7.46.      A liquidação de ISV, que aplicou o artigo 11.º do Código do ISV, foi efetuada em conformidade com a lei nacional e o direito comunitário, cumprindo, designadamente, o disposto nos artigos 110.º e 191.º do TFUE e nos artigos 66.º e 103.º da CRP. Mas, ainda que assim não se entenda, sempre se dirá que a interpretação do artigo 11.º do Código do ISV pugnada pelo Requerente sempre terá de se reputar de inconstitucional.

7.47.      No que concerne ao pedido de pagamento de juros indemnizatórios, diga-se que, ainda que venha a considerar-se que o pedido arbitral deva proceder, o que só por dever de raciocínio se concebe, não poderá, todavia, aquele proceder.

7.48.      O direito a juros indemnizatórios, consagrado no artigo 43.º da LGT, pressupõe que se apure a existência de erro imputável aos serviços de que resulte pagamento da dívida em montante superior ao legalmente devido. E, no caso concreto, não se verifica a existência de qualquer erro que possa ser imputável à AT.

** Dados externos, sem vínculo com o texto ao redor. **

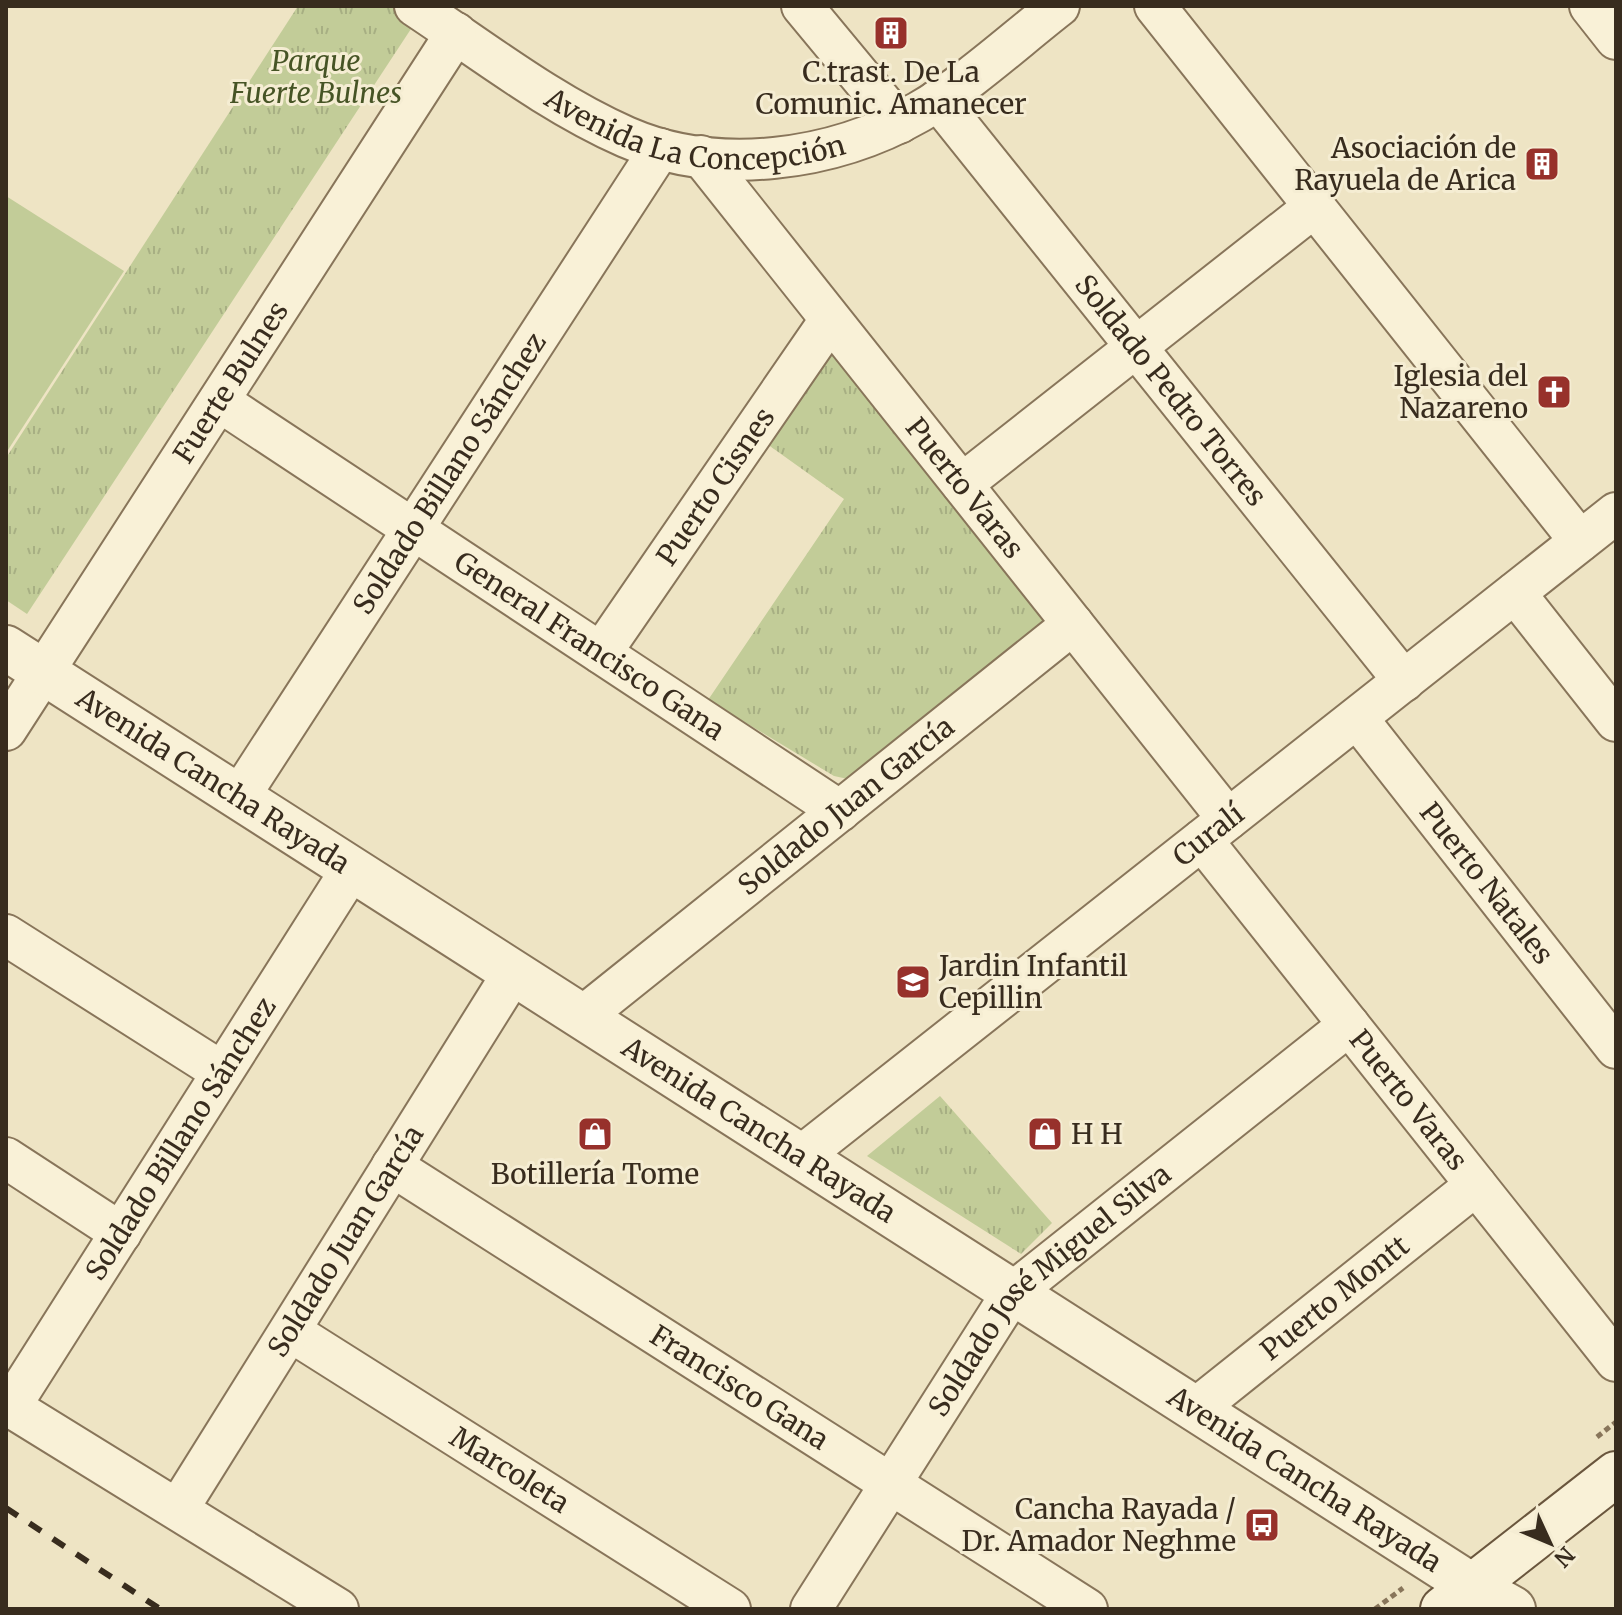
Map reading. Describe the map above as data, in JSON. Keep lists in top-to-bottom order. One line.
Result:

7.49.      A liquidação em causa nos presentes autos decorreu exclusivamente da aplicação da lei em vigor, tendo aquela sido efetuada nos termos das normas aplicáveis, previstas no Código do ISV, que determinam a exigibilidade e, consequente, liquidação do imposto, o que nem sequer é posto em causa pelo Requerente.

7.50.      Estando a AT e os seus órgãos, vinculados, na sua atuação, ao princípio da legalidade, a AT agiu, sempre, em obediência àquele e em conformidade com o direito em vigor, não podendo ter agido de modo diverso, não devendo, consequentemente, ser-lhe atribuído qualquer erro que lhe seja imputável, nos termos do artigo 43.º da LGT.

MATÉRIA DE FACTO

A.1. Factos dados como provados

8.            A Requerente introduziu em Portugal o veículo automóvel de passageiros, usado, marca ..., movido a gasóleo, destinado ao seu uso particular;

9.            Para o efeito, foi apresentada a DAV n.º 2019/..., de 27.02.2020, da Alfândega de Freixieiro, por transmissão eletrónica de dados;

10.          O veículo tinha sido matriculado pela primeira vez no seu país de origem, Alemanha, em 13.05.2009, e tinha, antes da sua entrada em território nacional, percorrido 259.285 Km;

11.          Procedeu à declaração aduaneira do referido veículo, tendo a AT liquidado o ISV pelo valor de €7.776,76, imposto que foi pago integralmente;

12.          Do valor liquidado, €4.358,08, correspondem à componente cilindrada e €6.687,24, à componente ambiental;

13.          Relativamente à componente cilindrada, aquele valor foi deduzido pela quantia correspondente a 75% do seu montante, ou seja, €3.268,56, por força da redução resultante do número de anos de uso do veículo;

14.          O imposto liquidado foi pago.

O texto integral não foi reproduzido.